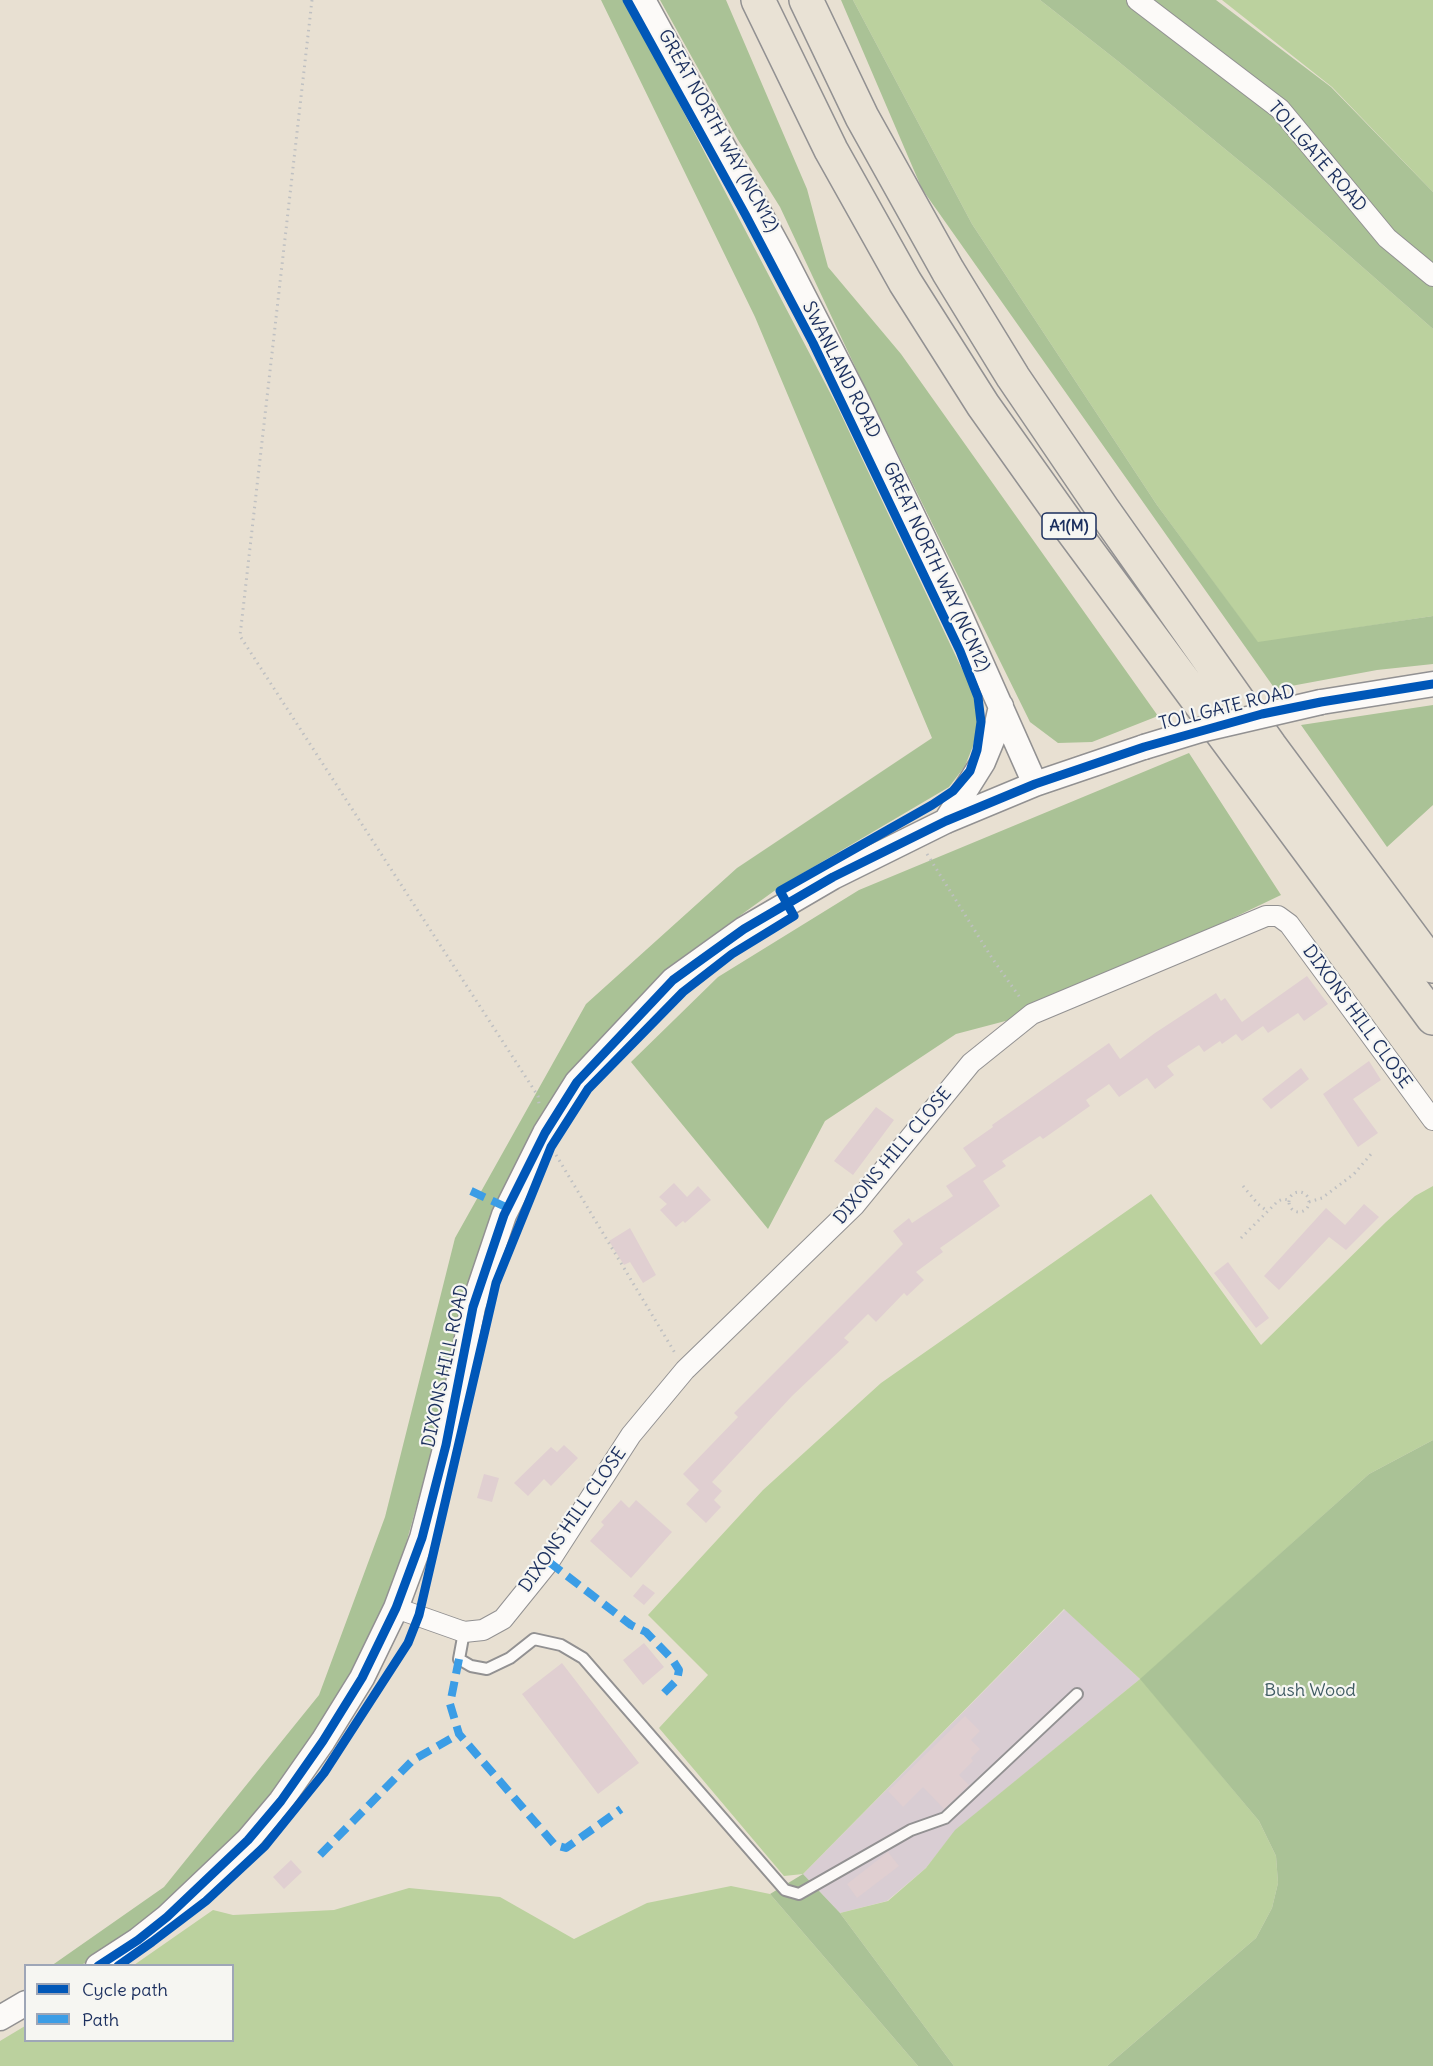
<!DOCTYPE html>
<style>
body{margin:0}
#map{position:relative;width:1433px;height:2066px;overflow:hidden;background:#e8e0d2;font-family:Delius,sans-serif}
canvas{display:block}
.legend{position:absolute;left:24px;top:1964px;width:210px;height:78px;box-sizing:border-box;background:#f6f6f2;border:2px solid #9ea6b7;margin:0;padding:8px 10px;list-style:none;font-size:18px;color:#1b2f5e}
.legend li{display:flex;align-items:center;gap:12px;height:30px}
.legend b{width:30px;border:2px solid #9ea6b7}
</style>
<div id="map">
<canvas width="1433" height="2066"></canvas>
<ul class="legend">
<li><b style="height:8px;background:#0057b8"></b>Cycle path</li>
<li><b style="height:8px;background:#3b9de6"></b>Path</li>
</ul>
</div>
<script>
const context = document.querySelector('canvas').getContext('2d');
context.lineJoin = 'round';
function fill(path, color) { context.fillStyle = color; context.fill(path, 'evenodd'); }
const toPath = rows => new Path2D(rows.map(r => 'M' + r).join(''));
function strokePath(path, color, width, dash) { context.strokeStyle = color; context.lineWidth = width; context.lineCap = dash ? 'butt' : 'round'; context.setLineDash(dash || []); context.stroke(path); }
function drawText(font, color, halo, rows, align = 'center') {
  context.font = font + ' Delius,sans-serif'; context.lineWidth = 4.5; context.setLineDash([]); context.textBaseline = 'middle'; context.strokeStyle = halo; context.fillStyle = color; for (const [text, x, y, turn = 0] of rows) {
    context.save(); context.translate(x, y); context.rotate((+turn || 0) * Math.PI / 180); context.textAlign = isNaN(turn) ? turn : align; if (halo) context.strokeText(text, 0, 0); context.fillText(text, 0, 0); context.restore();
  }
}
fill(toPath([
 [1065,1609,1140,1679,956,1830,926,1868,887,1901,840,1913,803,1874]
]), '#d9cdd3');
fill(toPath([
 [853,0,1040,0,1119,62,1270,186,1433,329,1433,616,1258,643,1157,505,972,224],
 [1222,0,1433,0,1433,192,1332,87],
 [1433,1186,1433,1440,1369,1474,1141,1679,1259,1821,1276,1856,1278,1883,1272,1908,1256,1938,1107,2066,954,2066,840,1913,888,1901,926,1868,955,1830,1140,1679,1064,1609,803,1874,784,1876,659,1728,708,1675,648,1615,763,1490,881,1383,1151,1194,1261,1345,1386,1222,1415,1196],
 [731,1886,770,1894,918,2066,0,2066,0,2041,25,2026,26,2040,232,2040,232,1966,134,1965,213,1910,233,1915,334,1910,409,1888,500,1897,574,1939,647,1903]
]), '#bbd19e');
fill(toPath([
 [601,0,625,0,837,406,960,665,978,697,980,715,973,746,965,766,949,787,781,886,669,967,552,1103,441,1419,391,1597,354,1677,247,1833,185,1892,107,1952,81,1965,51,1966,164,1887,319,1695,385,1517,455,1238,586,1004,737,868,932,738,755,317],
 [660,0,726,0,807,189,828,267,901,354,1158,716,1092,742,1058,743,1030,722,858,373,780,207,738,140],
 [841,0,853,0,972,224,1157,505,1258,642,1433,616,1433,664,1377,670,1275,689,922,189],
 [1040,0,1216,0,1331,87,1433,192,1433,329,1270,186,1119,62],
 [1433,705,1433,805,1387,847,1301,725],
 [1189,753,1281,895,1032,1014,956,1034,825,1121,768,1229,631,1062,718,977,859,890],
 [1433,1440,1433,2066,1107,2066,1256,1938,1272,1908,1278,1883,1276,1856,1259,1821,1140,1679,1369,1474],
 [803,1874,840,1913,954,2066,918,2066,770,1894]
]), '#aac296');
fill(toPath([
 [1307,976,1328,1004,1304,1021,1298,1013,1268,1033,1263,1026,1242,1041,1236,1034,1222,1044,1220,1041,1204,1052,1199,1045,1167,1066,1174,1075,1155,1089,1147,1078,1119,1097,1109,1084,1086,1100,1090,1106,1043,1139,1040,1136,1002,1161,1006,1166,983,1181,1000,1206,940,1248,943,1252,916,1272,924,1280,907,1296,904,1293,876,1322,868,1314,844,1338,849,1342,792,1396,712,1482,722,1491,714,1500,721,1507,706,1523,686,1504,699,1490,683,1474,738,1417,734,1413,903,1244,893,1231,909,1218,912,1223,953,1196,946,1186,976,1166,963,1148,993,1127,992,1125,1109,1043,1120,1059,1155,1033,1216,993,1221,1001,1225,998,1242,1022],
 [1369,1061,1381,1080,1353,1099,1378,1133,1358,1147,1323,1094],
 [1301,1068,1309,1079,1271,1109,1262,1099],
 [876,1107,894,1120,853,1175,834,1161],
 [674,1183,687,1197,698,1186,711,1200,685,1223,683,1221,676,1227,660,1210,667,1204,659,1197],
 [1364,1204,1379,1217,1346,1250,1329,1237,1279,1290,1264,1276,1326,1208,1345,1225],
 [630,1228,656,1275,643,1283,630,1262,624,1265,609,1241],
 [1228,1262,1269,1318,1256,1328,1214,1273],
 [564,1445,578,1458,551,1486,544,1479,528,1496,514,1483,551,1447,557,1452],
 [484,1474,499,1478,492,1502,477,1498],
 [621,1500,629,1508,636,1500,672,1532,631,1578,590,1541,604,1525,601,1522],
 [643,1584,655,1593,644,1605,633,1596],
 [644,1643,664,1667,643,1685,623,1660],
 [562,1663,639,1763,598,1794,522,1694],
 [965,1716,980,1731,971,1740,980,1749,971,1758,973,1761,959,1775,969,1785,944,1809,923,1787,903,1807,888,1791],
 [888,1852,899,1866,857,1898,847,1884],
 [291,1860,302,1872,284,1889,273,1877]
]), '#e0cfd1');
const service = toPath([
 [464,1632,459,1659,471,1666,487,1669,510,1658,534,1639,561,1645,583,1658,785,1890,799,1894,911,1830,945,1818,1077,1694]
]);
const minor = toPath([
 [1137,0,1280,109,1387,238,1433,276],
 [396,1608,464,1632,483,1630,503,1619,549,1562,631,1435,685,1370,855,1205,971,1063,1032,1014,1266,916,1278,916,1289,924,1433,1120]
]);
const tertiary = toPath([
 [643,0,783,256,855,396,951,595,1035,784],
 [1321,702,1433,684],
 [946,821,983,762,995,733,1001,706],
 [98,1966,138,1940,167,1917,248,1840,281,1801,323,1741,362,1678,396,1608,422,1538,446,1445,473,1307,504,1215,545,1133,577,1082,673,980,744,929,833,877,946,821,1035,784,1144,747],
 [0,2018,26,2003]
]);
const motorway = toPath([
 [758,0,831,150,905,282,983,405,1069,526,1433,1018],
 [806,0,862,117,948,271,1013,377,1102,508,1270,746,1433,966]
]);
strokePath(service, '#929192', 14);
strokePath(minor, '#929192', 22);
strokePath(tertiary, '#929192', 27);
strokePath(motorway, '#929192', 36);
strokePath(toPath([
 [312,0,240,636,538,1096,539,1104],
 [927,854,992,958,1021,999],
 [556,1155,675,1353],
 [1243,1186,1258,1204,1267,1211],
 '1289 1202a10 10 0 1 1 20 0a10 10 0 1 1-20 0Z',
 [1309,1202,1322,1198,1354,1174,1372,1153],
 [1241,1238,1278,1201,1283,1199,1289,1200]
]), '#bfc0c2', 3, [1.5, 4.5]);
strokePath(service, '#fcfaf8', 10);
strokePath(minor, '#fcfaf8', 20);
strokePath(tertiary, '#fcfaf8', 24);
strokePath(motorway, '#e9e2d5', 33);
const tertiaryBridge = toPath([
 [1144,747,1200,730,1321,702]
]);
strokePath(tertiaryBridge, '#929192', 27, []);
strokePath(tertiaryBridge, '#fcfaf8', 24);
strokePath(toPath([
 [471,1191,508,1208],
 [549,1562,631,1625,646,1632,672,1659,679,1670,677,1680,661,1696],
 [459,1659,450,1704,459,1734,555,1845,566,1848,621,1809],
 [320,1855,413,1760,459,1734]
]), '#3b9de6', 8, [15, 8]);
strokePath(toPath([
 [98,1966,138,1940,167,1917,248,1840,281,1801,323,1741,362,1678,396,1608,422,1538,446,1445,473,1307,504,1215,545,1133,577,1082,673,980,744,929,833,877,946,821,1035,784,1144,747,1262,714,1321,702,1433,684],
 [118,1966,152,1942,206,1901,265,1846,324,1773,408,1643,419,1615,496,1283,551,1147,588,1089,683,992,732,954,794,916,780,891,932,805,953,791,970,771,977,750,981,722,978,697,960,651,813,343,745,214,627,0]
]), '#0057b8', 9);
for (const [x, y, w] of [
 [1069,526,54]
]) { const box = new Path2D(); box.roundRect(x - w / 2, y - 13, w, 26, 4.5); context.fillStyle = '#f6f6f2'; context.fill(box); strokePath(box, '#1b2f5e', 1.5); }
drawText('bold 16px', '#1b2f5e', null, [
 ["A1(M)",1069,526]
]);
drawText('18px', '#1b2f5e', '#f6f6f2', [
 ["GREAT NORTH WAY (NCN12)",718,131,61],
 ["TOLLGATE ROAD",1317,157,49],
 ["SWANLAND ROAD",841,370,63],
 ["GREAT NORTH WAY (NCN12)",936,567,65],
 ["TOLLGATE ROAD",1227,708,-14],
 ["DIXONS HILL CLOSE",1357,1017,54],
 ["DIXONS HILL CLOSE",893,1156,-50],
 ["DIXONS HILL ROAD",446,1366,-78],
 ["DIXONS HILL CLOSE",573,1520,-55]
]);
drawText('18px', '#405c64', '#f6f6f2', [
 ["Bush Wood",1310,1691]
]);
</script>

************

▶ [Requirement]: Retype nothing except the lines from the first line of the listing above through the line with "context = document.querySelector('canvas').getContext('2d');", exactly as they stand, and no pictures.

▶ [Output]:
<!DOCTYPE html>
<style>
body{margin:0}
#map{position:relative;width:1433px;height:2066px;overflow:hidden;background:#e8e0d2;font-family:Delius,sans-serif}
canvas{display:block}
.legend{position:absolute;left:24px;top:1964px;width:210px;height:78px;box-sizing:border-box;background:#f6f6f2;border:2px solid #9ea6b7;margin:0;padding:8px 10px;list-style:none;font-size:18px;color:#1b2f5e}
.legend li{display:flex;align-items:center;gap:12px;height:30px}
.legend b{width:30px;border:2px solid #9ea6b7}
</style>
<div id="map">
<canvas width="1433" height="2066"></canvas>
<ul class="legend">
<li><b style="height:8px;background:#0057b8"></b>Cycle path</li>
<li><b style="height:8px;background:#3b9de6"></b>Path</li>
</ul>
</div>
<script>
const context = document.querySelector('canvas').getContext('2d');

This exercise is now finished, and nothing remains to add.